長崎にオンライン修学旅行 コロナ影響で 神奈川県の高校

長崎にオンライン修学旅行 コロナ影響で 神奈川県の高校
新型コロナウイルスの影響で、被爆地 長崎への修学旅行を中止した神奈川県の高校が、ビデオカメラで撮影した映像で爆心地の様子などを生徒に紹介する「オンライン修学旅行」を実施しました。
この取り組みを行ったのは神奈川県小田原市にある旭丘高校です。

29日は、校長や教師がビデオカメラとパソコンを持って長崎市の爆心地や被爆した校舎が残る城山小学校などを巡りました。

今回は、被爆者の池田松義さん(82)に同行してもらい、池田さんの体験談を含めて神奈川県にいる生徒たちに映像と音声を送りました。

池田さんは「およそ1500人いた児童のうち、1400人以上が亡くなりました。私は生き残った児童の1人です」と話し、原爆の熱線で鉄筋コンクリート造りの校舎の内部まで焼け焦げた様子を説明していました。
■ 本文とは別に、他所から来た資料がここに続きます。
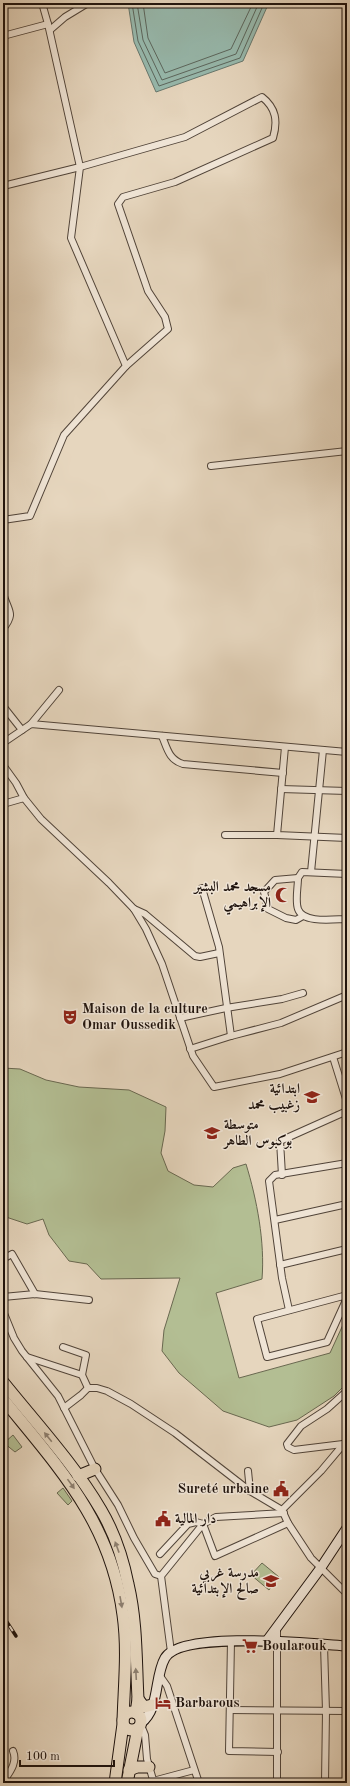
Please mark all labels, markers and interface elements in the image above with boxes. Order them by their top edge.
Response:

生徒から「今の核兵器の状況についてどう思っていますか」と質問されると、池田さんは「核兵器は絶対なくさないといけない。無関心は最悪です。ぜひ関心を持ってもらいたい」と答えていました。

旭丘高校は、原爆の被害を知り、核兵器廃絶を願う被爆者の思いに触れようと、毎年、修学旅行で長崎市を訪れていて、ことしは35回目になるはずでした。

新型コロナウイルスの感染防止の観点から中止を決めたところ、保護者から「被爆者の話を聞ける機会を設けてほしい」という要望が出て、「オンライン修学旅行」を行うことになったということです。

旭丘高校の水野浩校長は「途切れてしまうことなく、オンラインで、被爆者、被爆地と結べたということで、ほっとしました」と話していました。

また、池田さんは「本当は、実際に現地に来て見てもらうのが一番だが、こうした状況でも、伝えられるということは、非常に便利なものができたと思う」と話していました。

コロナ影響でキャンセル相次ぐ

修学旅行生を被爆地に案内し、原爆の被害について伝える活動をしている「長崎の証言の会」によりますと、今月から11月までに、31校の小中学校や高校から、被爆地の案内の依頼を受けていました。

しかし、新型コロナウイルスの影響で、半数を超える16校がその後、キャンセルしたということです。

中には、当初、ことし春に修学旅行を予定していて、新型コロナウイルスの影響でいったん秋に延期したものの、結局、中止した学校もあったということです。

また、修学旅行生に被爆者が体験を話す活動をしている長崎平和推進協会によりますと、ことし8月から来年3月の申し込みのうち、200件のキャンセルがあったということです。